I have always wanted to teach and now I do. I teach 4th graders. I love 10-year-olds. Teaching has very little to do with stylistics, it has everything to do with audience.
For over seven years, I had been involved in local jail ministry. I led Bible studies, taught women how to read the Bible, and shared my testimony. I listened to their tales, their sorrows, and dreams and hopes. I shared my faith, added my faith to theirs for miracles to take place. Eventually my husband and I led chapel services on Sundays. I told them how I met Jesus and what He did for me. In short, I became as a friend to each inmate. I grew to love many of these sincere women who fell to the temptations of this world and ended up in jail.
In casual surveys asking what is your greatest fear, people answer to speak in front of a large group of people, even over and above fear of dying! That's crazy!
But I was not afraid. I think because I was "just" being a friend. We talked, we shared, I didn't teach or preach. I listened, I didn't "counsel."

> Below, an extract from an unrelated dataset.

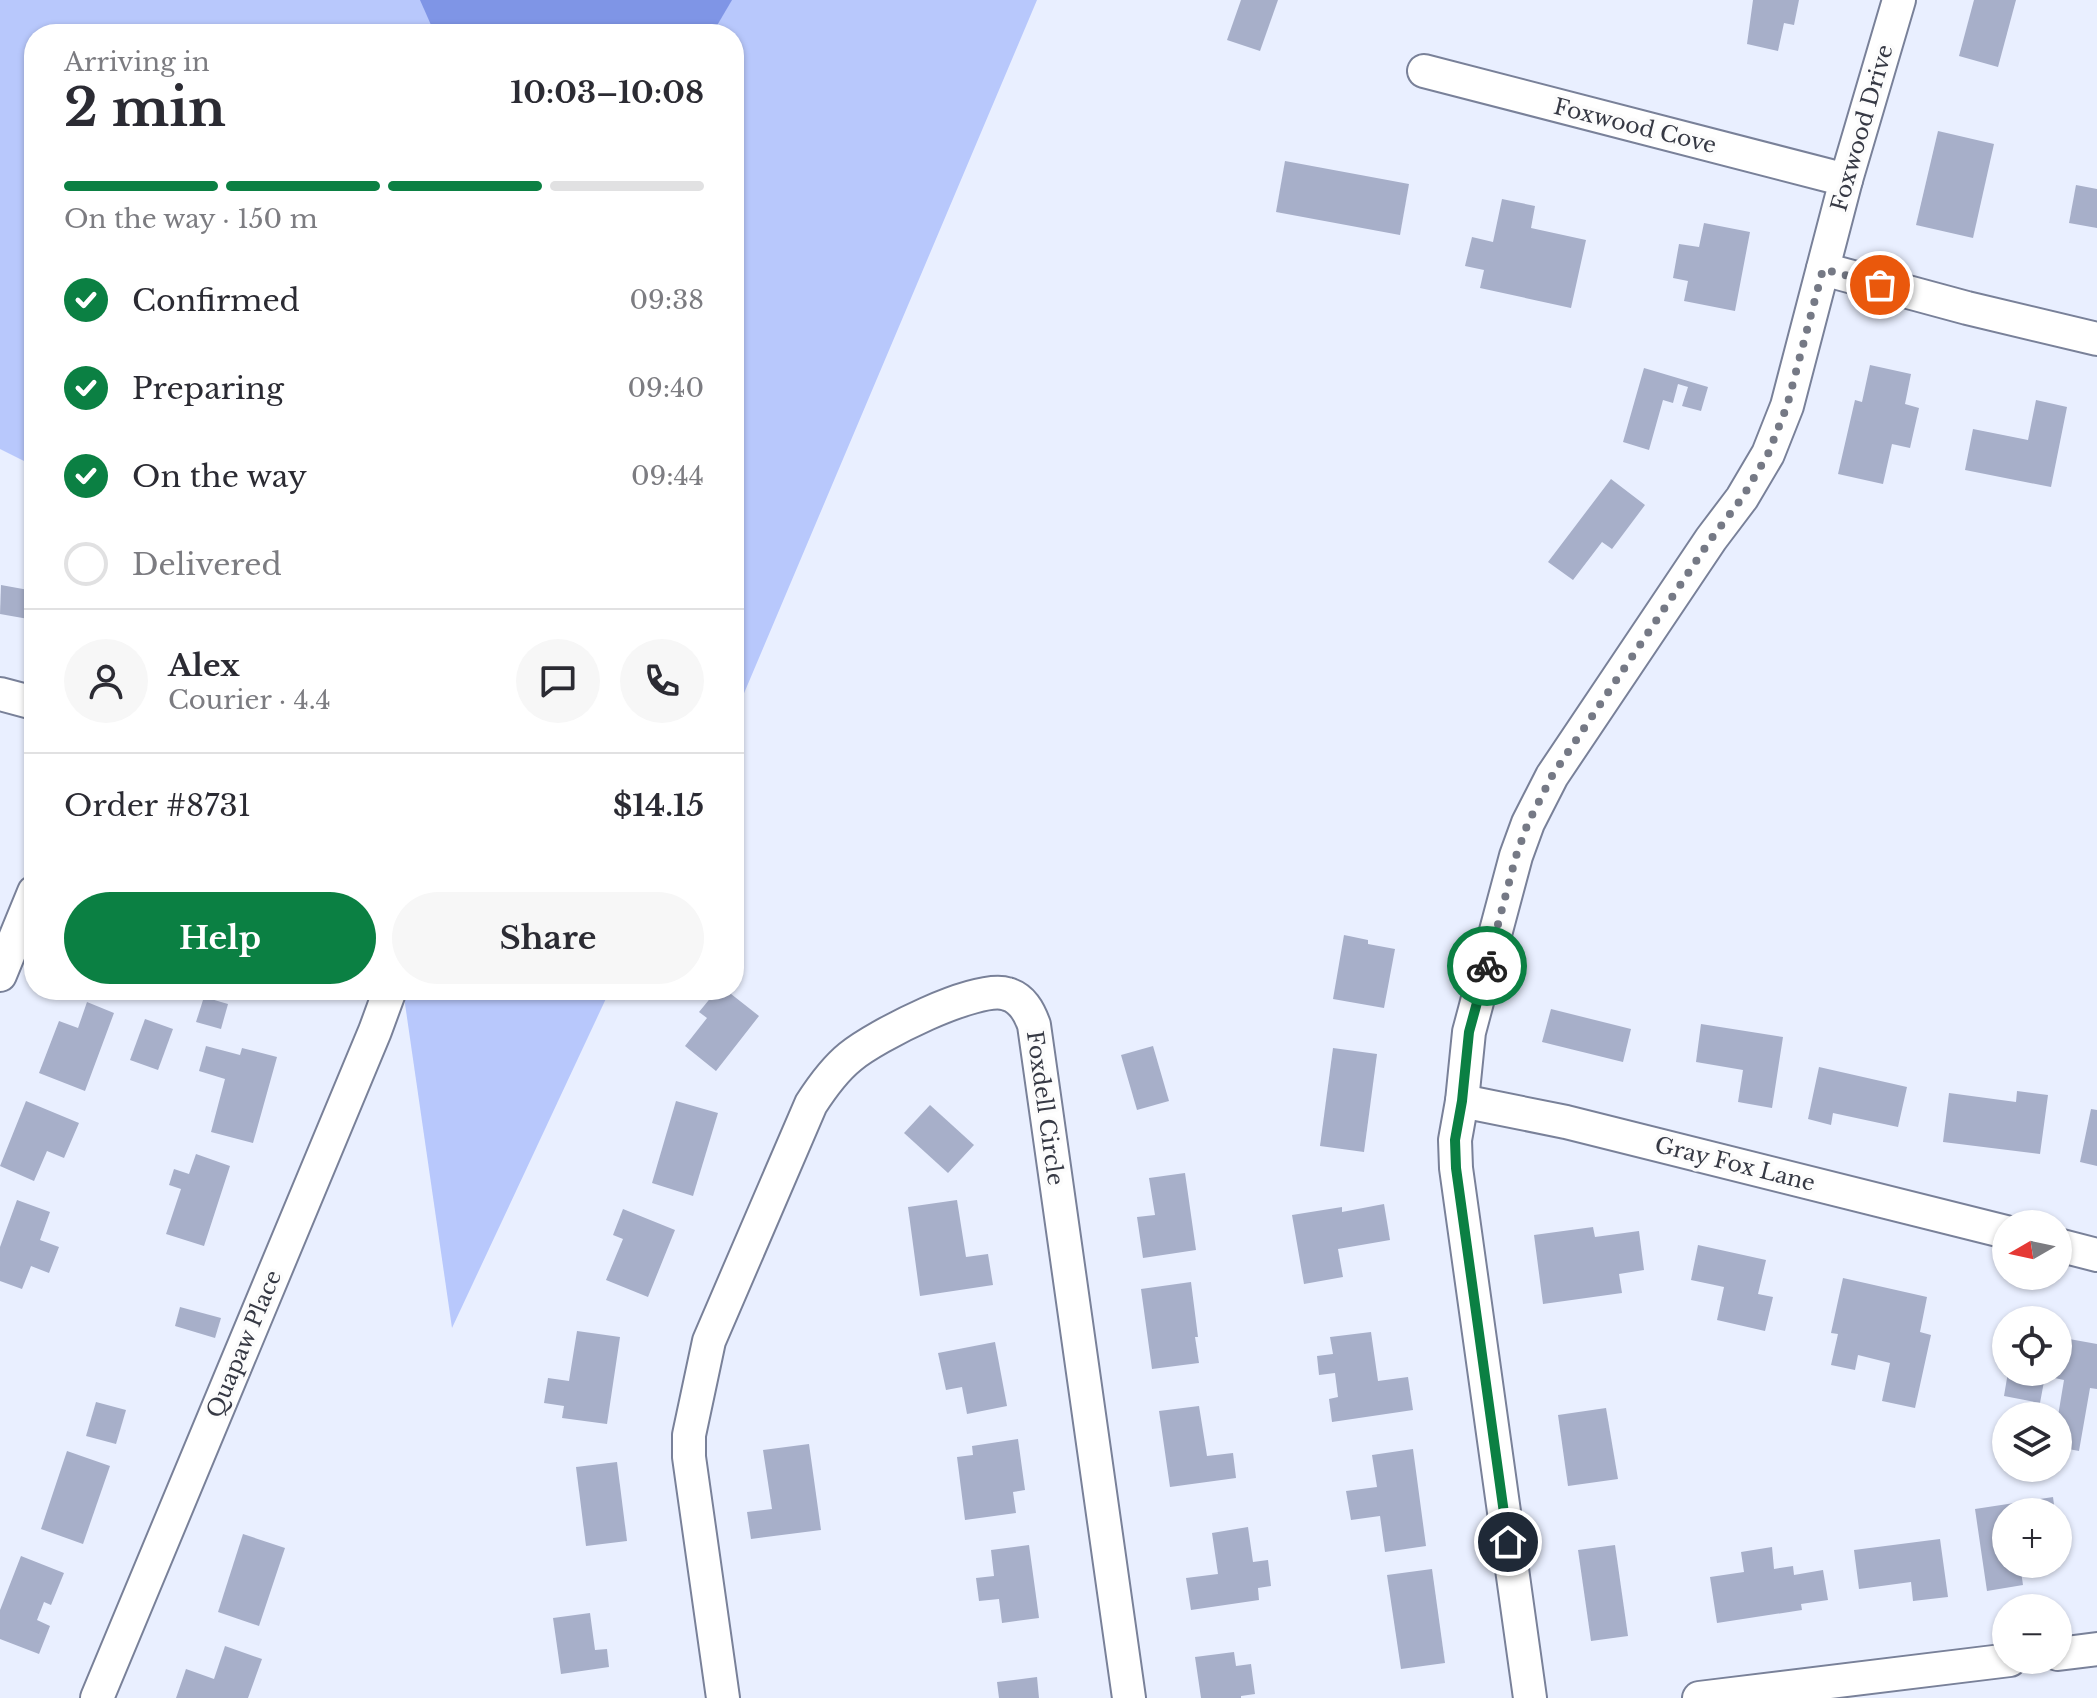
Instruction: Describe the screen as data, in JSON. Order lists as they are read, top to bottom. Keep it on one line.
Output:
{"streets":{"street":["Foxwood Cove","Foxwood Drive","Foxdell Circle","Gray Fox Lane","Quapaw Place"]},"crossings":[["Foxwood Cove","Foxwood Drive"],["Foxwood Drive","Gray Fox Lane"]],"north":"left","page":{"heading":["2 min","Arriving in","10:03–10:08"],"panel":["Alex","Courier · 4.4","Order #8731","$14.15"],"bar":"On the way · 150 m","list":[["Confirmed","09:38"],["Preparing","09:40"],["On the way","09:44"],"Delivered"],"buttons":["Help","Share"],"map_buttons":["+","−"]}}
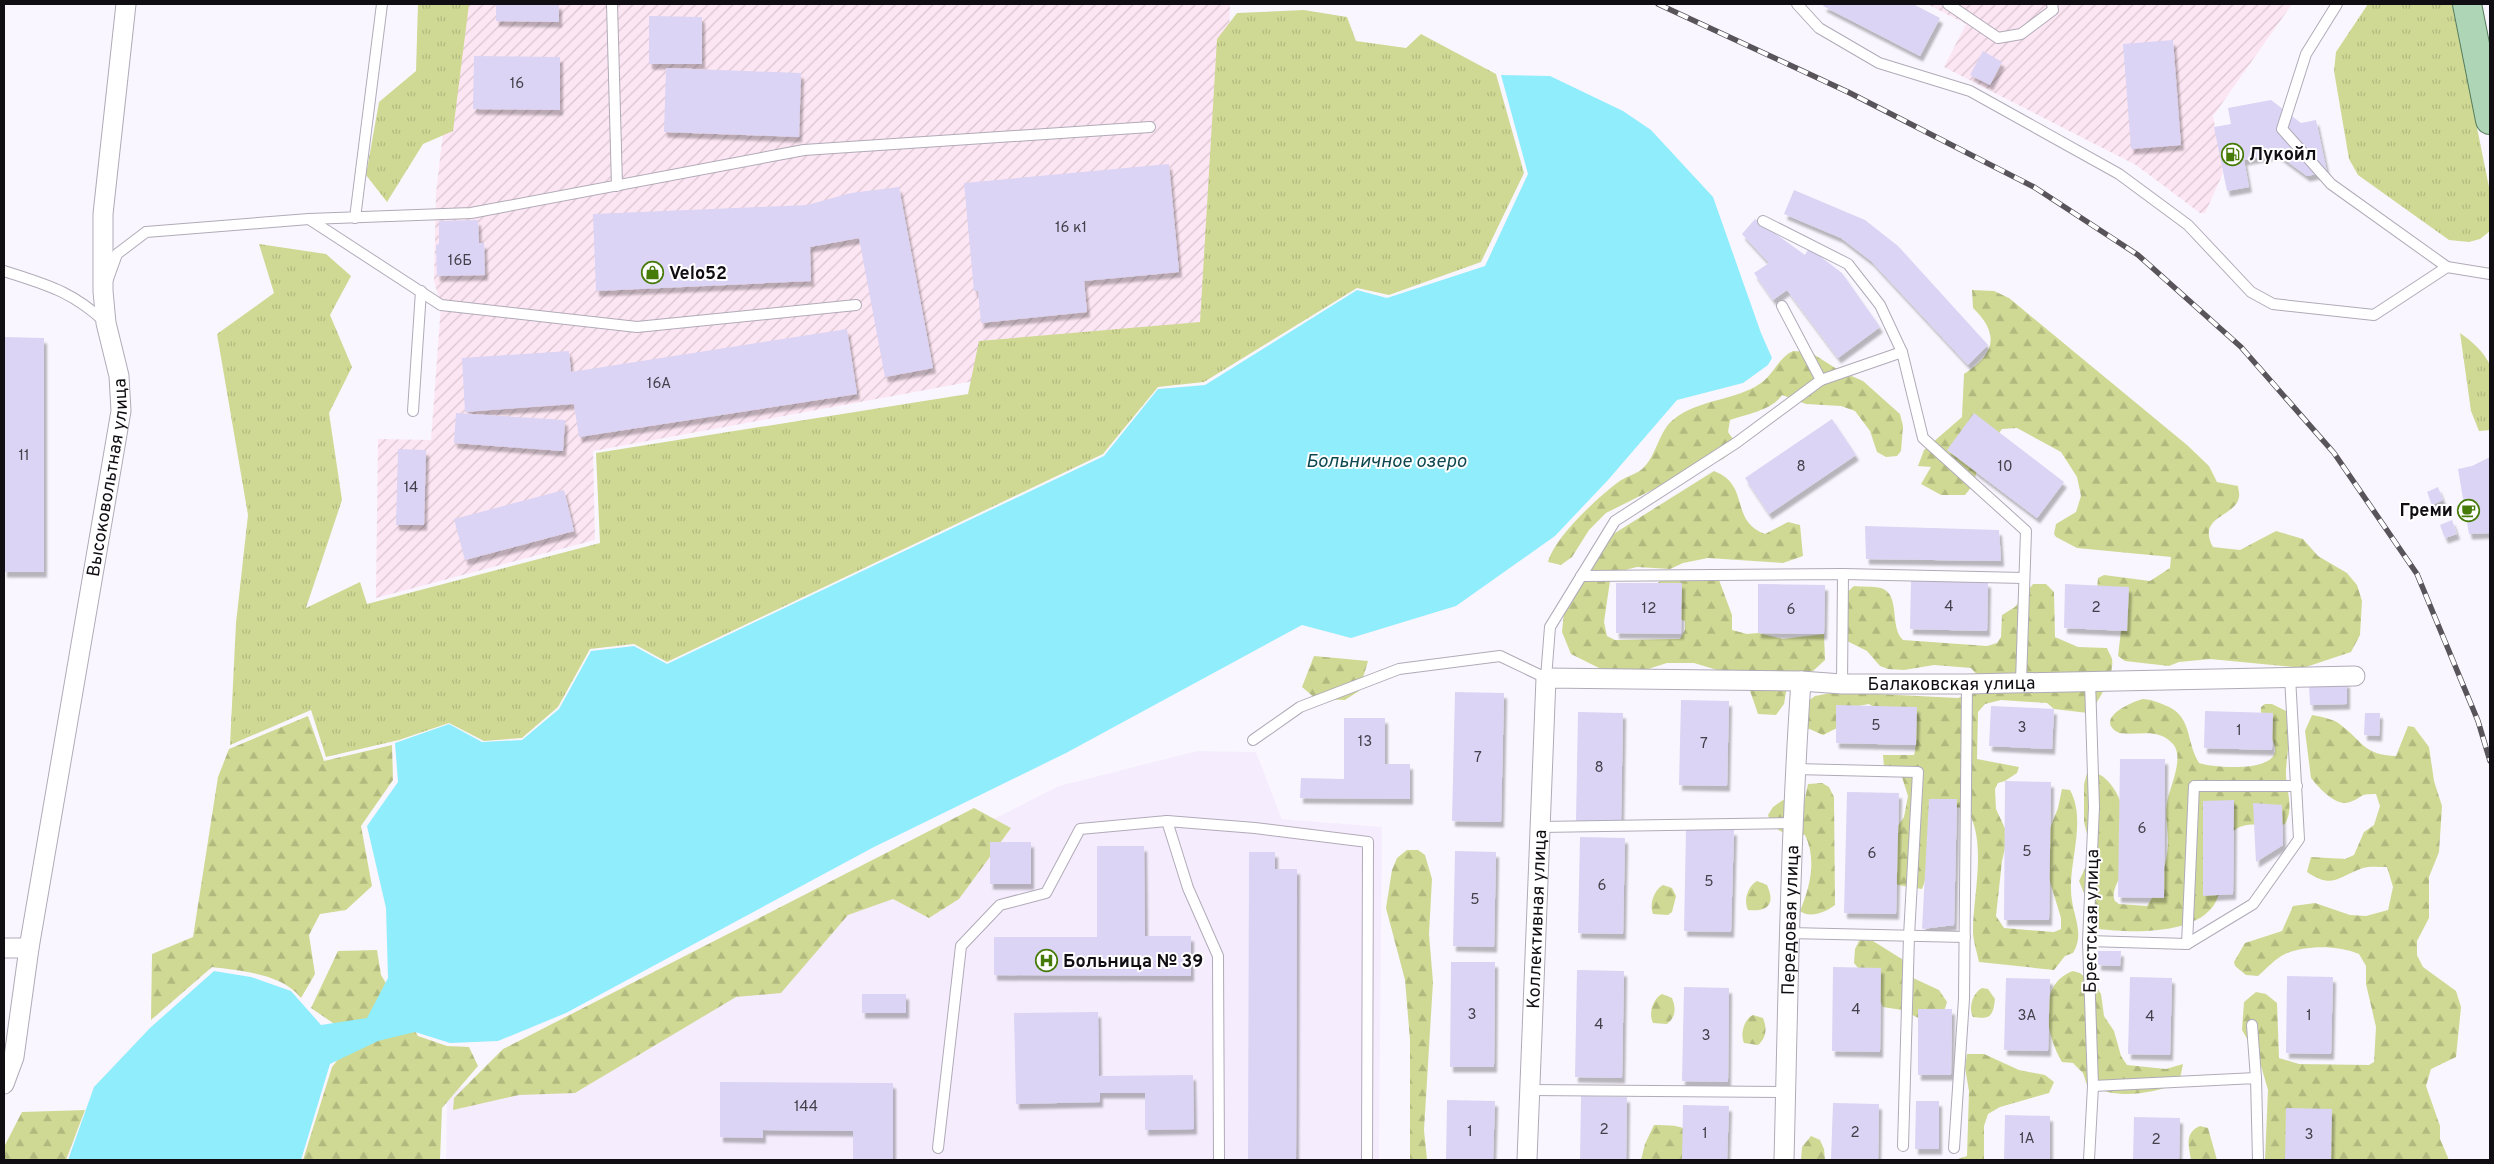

I loved my audience, my friends. These were women who made mistakes, well, ok, they outright committed crimes! They were sincere, honest, vulnerable, yet teachable. And they were broken, but they were shrewd. Most of the female inmates, as the county government agencies called women in jail, (I used to think that was horrid!) had "Phony Baloney" detectors which were usually 100% accurate. As a ministry volunteer, I didn't dare go in there and "bring them Jesus." I didn't preach to them about the Word, I merely shared it. If any volunteer thought they were the cat's pajamas and all that, those women would skin them alive! Or something like that.
If my testimony can help someone, serve as an example of what God can do in an ordinary woman's life, then I want to say it. I must. Maybe my words may unlock a need, a shyness that can then be treated.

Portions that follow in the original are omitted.